GameStop is always getting grief from market analysts who say they will fail as did Radio Shack with their mall stores and their focus on selling games in boxes. But the 32 million people participating in "PowerUp Rewards" provide GameStop with up-to-the-minute data about customers. Over the last year, GameStop has followed these customers into mobile:
GameStop first launched its mobile app in 2014. But as [VP, Multichannel Jason] Allen says in the webinar, GameStop listened to its customers and then delivered what they really wanted — not what GameStop believed they wanted.
“Our customers were asking for three to five things they wanted to do on the app,” he says.
These included the ability to look up trade-in value for games and consoles, finding the nearest store, and other simple capabilities that allowed GameStop to develop one-on-one relationships with some of its most loyal customers, says Allen.

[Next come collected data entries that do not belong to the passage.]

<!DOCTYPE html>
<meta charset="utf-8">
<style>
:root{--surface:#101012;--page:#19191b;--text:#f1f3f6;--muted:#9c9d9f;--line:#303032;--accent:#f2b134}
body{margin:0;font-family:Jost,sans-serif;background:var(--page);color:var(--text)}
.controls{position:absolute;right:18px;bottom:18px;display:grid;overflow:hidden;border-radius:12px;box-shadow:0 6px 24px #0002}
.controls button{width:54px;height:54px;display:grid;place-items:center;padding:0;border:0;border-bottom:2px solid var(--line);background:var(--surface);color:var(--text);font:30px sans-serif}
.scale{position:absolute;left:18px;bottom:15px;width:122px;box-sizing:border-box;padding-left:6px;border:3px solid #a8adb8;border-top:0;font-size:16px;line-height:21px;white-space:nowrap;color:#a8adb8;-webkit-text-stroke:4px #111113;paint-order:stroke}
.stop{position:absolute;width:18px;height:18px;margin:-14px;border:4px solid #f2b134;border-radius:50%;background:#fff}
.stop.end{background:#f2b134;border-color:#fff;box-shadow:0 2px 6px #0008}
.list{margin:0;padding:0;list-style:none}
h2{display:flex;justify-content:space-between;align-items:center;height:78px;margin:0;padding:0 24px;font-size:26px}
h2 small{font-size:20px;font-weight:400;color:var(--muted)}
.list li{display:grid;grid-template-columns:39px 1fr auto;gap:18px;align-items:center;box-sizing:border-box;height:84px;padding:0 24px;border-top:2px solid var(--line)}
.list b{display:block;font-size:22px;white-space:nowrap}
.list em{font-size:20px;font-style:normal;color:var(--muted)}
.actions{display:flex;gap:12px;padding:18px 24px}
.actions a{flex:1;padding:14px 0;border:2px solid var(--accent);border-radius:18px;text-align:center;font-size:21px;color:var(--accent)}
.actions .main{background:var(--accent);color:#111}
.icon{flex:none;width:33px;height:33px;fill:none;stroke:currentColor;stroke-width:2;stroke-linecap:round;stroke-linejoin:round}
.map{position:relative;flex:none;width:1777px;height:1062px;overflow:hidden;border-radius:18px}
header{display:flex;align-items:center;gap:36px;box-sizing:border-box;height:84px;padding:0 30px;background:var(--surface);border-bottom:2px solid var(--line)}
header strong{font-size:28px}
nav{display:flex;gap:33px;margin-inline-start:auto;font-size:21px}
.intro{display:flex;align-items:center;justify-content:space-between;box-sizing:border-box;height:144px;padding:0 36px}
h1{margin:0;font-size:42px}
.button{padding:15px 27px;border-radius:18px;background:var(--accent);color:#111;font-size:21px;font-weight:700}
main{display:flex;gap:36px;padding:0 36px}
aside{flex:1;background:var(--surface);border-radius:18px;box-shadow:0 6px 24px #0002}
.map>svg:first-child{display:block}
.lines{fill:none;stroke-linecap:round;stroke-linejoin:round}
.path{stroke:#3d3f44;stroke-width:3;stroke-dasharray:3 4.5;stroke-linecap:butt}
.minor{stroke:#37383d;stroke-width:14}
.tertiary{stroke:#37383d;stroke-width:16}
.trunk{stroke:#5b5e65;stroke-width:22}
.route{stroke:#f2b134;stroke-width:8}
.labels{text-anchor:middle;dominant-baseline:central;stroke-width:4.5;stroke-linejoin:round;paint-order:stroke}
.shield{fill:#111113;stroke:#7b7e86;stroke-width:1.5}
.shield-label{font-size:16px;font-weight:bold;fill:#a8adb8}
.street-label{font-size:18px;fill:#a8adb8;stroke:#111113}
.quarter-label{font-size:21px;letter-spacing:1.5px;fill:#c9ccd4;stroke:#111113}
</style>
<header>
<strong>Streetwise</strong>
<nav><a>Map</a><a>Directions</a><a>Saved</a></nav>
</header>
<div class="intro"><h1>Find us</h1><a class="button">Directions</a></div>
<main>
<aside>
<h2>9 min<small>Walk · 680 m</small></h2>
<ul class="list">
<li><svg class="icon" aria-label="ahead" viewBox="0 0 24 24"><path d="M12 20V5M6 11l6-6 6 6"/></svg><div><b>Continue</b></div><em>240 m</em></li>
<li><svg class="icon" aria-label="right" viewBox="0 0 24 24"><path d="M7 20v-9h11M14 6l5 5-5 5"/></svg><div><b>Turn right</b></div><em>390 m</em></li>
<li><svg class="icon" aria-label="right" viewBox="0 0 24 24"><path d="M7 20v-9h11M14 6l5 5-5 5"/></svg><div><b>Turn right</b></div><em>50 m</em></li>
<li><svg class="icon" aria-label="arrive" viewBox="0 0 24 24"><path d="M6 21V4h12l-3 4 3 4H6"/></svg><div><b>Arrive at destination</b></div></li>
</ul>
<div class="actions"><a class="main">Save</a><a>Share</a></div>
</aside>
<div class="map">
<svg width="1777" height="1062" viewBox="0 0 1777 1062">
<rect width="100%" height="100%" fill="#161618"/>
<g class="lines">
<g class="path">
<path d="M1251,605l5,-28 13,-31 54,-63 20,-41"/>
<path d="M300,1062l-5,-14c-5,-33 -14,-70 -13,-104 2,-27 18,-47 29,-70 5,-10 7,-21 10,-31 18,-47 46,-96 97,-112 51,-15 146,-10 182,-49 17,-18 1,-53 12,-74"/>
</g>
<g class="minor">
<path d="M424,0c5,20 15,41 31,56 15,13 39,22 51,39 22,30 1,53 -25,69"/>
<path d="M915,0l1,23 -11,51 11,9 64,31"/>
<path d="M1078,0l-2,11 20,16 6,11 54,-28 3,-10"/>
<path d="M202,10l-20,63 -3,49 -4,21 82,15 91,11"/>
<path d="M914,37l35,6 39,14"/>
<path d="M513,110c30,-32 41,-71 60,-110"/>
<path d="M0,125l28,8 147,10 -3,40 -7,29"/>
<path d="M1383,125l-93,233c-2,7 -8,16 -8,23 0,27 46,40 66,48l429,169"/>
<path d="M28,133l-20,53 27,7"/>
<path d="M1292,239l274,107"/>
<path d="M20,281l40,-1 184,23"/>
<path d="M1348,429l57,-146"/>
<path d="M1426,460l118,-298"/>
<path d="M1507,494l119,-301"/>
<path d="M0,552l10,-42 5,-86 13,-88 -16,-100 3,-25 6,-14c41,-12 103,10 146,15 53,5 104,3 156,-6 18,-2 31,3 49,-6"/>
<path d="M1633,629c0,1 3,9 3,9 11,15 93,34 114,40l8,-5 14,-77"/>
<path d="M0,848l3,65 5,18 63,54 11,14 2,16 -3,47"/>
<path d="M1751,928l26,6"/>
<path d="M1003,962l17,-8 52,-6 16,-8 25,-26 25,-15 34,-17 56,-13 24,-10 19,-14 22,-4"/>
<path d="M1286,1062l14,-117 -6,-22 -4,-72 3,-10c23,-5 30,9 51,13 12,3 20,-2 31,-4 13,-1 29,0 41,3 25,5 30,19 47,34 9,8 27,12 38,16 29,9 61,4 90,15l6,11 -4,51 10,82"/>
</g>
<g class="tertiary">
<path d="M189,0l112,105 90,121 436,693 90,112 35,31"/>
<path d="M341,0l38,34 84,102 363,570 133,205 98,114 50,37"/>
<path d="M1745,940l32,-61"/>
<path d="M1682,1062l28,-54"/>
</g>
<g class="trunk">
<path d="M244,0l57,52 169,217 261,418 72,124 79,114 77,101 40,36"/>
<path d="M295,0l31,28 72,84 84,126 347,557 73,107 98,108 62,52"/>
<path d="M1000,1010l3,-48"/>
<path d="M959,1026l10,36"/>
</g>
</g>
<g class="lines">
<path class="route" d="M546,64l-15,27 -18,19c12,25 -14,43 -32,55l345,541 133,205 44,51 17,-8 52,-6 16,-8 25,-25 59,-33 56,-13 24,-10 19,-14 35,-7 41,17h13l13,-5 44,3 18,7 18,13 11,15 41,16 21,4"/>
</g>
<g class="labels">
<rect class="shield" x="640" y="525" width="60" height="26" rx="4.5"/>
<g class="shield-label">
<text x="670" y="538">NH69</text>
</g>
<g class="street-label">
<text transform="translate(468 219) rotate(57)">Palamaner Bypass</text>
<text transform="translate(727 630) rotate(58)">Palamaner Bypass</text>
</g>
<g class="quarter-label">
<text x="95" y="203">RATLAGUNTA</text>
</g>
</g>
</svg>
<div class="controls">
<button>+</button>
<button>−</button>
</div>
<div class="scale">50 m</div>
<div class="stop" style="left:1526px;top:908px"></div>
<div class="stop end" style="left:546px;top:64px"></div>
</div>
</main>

Says GameStop CMO Frank Hamlin...
Loyalty 360: GameStop is Thriving in Brand Loyalty, 2015-Nov-11 interview by Jim Tierney:
“There is an organization-wide level of attentiveness to the attitudes of our core customers, particularly as it relates to console gaming,” he said. “So as a result, we have to keep our ear to the ground. Through the power of our rewards program, we are tracking 75% of our sales and, through that, we have a strong electronic relationship with most customers...."
And GameStop continues to build customer engagement:
Mobile Strategies 360: GameStop Refreshes its mobile assets, 2015-Oct-28 by April Berthene:
Also new in the GameStop app is the onboarding process. GameStop asks a consumer when he creates his profile in the app to choose his favorite gaming platforms. GameStop then personalizes the app for him with those games’ theme colors and backgrounds, and suggests new games for him based on what he likes.